Reprint the entire listing exactly.

****

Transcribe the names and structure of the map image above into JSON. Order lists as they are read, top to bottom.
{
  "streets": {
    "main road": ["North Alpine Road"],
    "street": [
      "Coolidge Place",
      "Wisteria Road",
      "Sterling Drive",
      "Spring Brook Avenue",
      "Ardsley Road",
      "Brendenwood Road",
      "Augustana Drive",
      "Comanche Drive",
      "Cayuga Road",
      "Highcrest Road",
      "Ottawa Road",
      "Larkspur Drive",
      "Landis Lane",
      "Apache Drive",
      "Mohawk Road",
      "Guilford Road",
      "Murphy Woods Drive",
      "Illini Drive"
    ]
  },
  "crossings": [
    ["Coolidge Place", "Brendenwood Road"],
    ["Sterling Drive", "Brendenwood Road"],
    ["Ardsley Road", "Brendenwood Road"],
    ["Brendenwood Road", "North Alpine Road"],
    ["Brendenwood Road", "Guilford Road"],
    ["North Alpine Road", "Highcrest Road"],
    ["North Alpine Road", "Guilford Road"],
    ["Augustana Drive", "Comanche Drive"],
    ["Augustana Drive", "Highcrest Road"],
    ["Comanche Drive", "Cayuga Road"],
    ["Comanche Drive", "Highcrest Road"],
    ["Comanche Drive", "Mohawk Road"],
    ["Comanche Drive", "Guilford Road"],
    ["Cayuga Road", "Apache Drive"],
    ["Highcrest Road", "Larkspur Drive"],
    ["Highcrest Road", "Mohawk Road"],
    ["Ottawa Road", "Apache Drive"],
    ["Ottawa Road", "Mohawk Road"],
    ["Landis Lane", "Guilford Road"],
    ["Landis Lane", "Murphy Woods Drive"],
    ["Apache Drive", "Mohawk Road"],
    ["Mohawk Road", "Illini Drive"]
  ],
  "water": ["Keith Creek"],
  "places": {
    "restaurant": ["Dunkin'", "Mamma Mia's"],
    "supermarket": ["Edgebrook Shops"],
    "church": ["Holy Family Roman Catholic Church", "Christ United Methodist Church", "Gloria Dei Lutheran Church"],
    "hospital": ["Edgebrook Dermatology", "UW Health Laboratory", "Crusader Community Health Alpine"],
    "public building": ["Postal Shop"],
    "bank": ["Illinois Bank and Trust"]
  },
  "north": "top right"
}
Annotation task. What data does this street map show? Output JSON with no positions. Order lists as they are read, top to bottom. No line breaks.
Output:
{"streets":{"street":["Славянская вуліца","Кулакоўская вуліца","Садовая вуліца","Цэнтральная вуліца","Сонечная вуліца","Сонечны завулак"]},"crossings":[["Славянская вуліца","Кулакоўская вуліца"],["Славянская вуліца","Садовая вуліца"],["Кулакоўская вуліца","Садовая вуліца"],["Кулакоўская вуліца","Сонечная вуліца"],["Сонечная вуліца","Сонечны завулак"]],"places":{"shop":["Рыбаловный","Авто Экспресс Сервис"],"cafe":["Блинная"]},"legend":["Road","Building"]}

****

▶ **TASK SOLUTION**
Transcribe the names and structure of the map image above into JSON. Order lists as they are read, top to bottom.
{
  "streets": {
    "main road": ["North Alpine Road"],
    "street": [
      "Coolidge Place",
      "Wisteria Road",
      "Sterling Drive",
      "Spring Brook Avenue",
      "Ardsley Road",
      "Brendenwood Road",
      "Augustana Drive",
      "Comanche Drive",
      "Cayuga Road",
      "Highcrest Road",
      "Ottawa Road",
      "Larkspur Drive",
      "Landis Lane",
      "Apache Drive",
      "Mohawk Road",
      "Guilford Road",
      "Murphy Woods Drive",
      "Illini Drive"
    ]
  },
  "crossings": [
    ["Coolidge Place", "Brendenwood Road"],
    ["Sterling Drive", "Brendenwood Road"],
    ["Ardsley Road", "Brendenwood Road"],
    ["Brendenwood Road", "North Alpine Road"],
    ["Brendenwood Road", "Guilford Road"],
    ["North Alpine Road", "Highcrest Road"],
    ["North Alpine Road", "Guilford Road"],
    ["Augustana Drive", "Comanche Drive"],
    ["Augustana Drive", "Highcrest Road"],
    ["Comanche Drive", "Cayuga Road"],
    ["Comanche Drive", "Highcrest Road"],
    ["Comanche Drive", "Mohawk Road"],
    ["Comanche Drive", "Guilford Road"],
    ["Cayuga Road", "Apache Drive"],
    ["Highcrest Road", "Larkspur Drive"],
    ["Highcrest Road", "Mohawk Road"],
    ["Ottawa Road", "Apache Drive"],
    ["Ottawa Road", "Mohawk Road"],
    ["Landis Lane", "Guilford Road"],
    ["Landis Lane", "Murphy Woods Drive"],
    ["Apache Drive", "Mohawk Road"],
    ["Mohawk Road", "Illini Drive"]
  ],
  "water": ["Keith Creek"],
  "places": {
    "restaurant": ["Dunkin'", "Mamma Mia's"],
    "supermarket": ["Edgebrook Shops"],
    "church": ["Holy Family Roman Catholic Church", "Christ United Methodist Church", "Gloria Dei Lutheran Church"],
    "hospital": ["Edgebrook Dermatology", "UW Health Laboratory", "Crusader Community Health Alpine"],
    "public building": ["Postal Shop"],
    "bank": ["Illinois Bank and Trust"]
  },
  "north": "top right"
}
Annotation task. What data does this street map show? Output JSON with no positions. Order lists as they are read, top to bottom. No line breaks.
Output:
{"streets":{"street":["Славянская вуліца","Кулакоўская вуліца","Садовая вуліца","Цэнтральная вуліца","Сонечная вуліца","Сонечны завулак"]},"crossings":[["Славянская вуліца","Кулакоўская вуліца"],["Славянская вуліца","Садовая вуліца"],["Кулакоўская вуліца","Садовая вуліца"],["Кулакоўская вуліца","Сонечная вуліца"],["Сонечная вуліца","Сонечны завулак"]],"places":{"shop":["Рыбаловный","Авто Экспресс Сервис"],"cafe":["Блинная"]},"legend":["Road","Building"]}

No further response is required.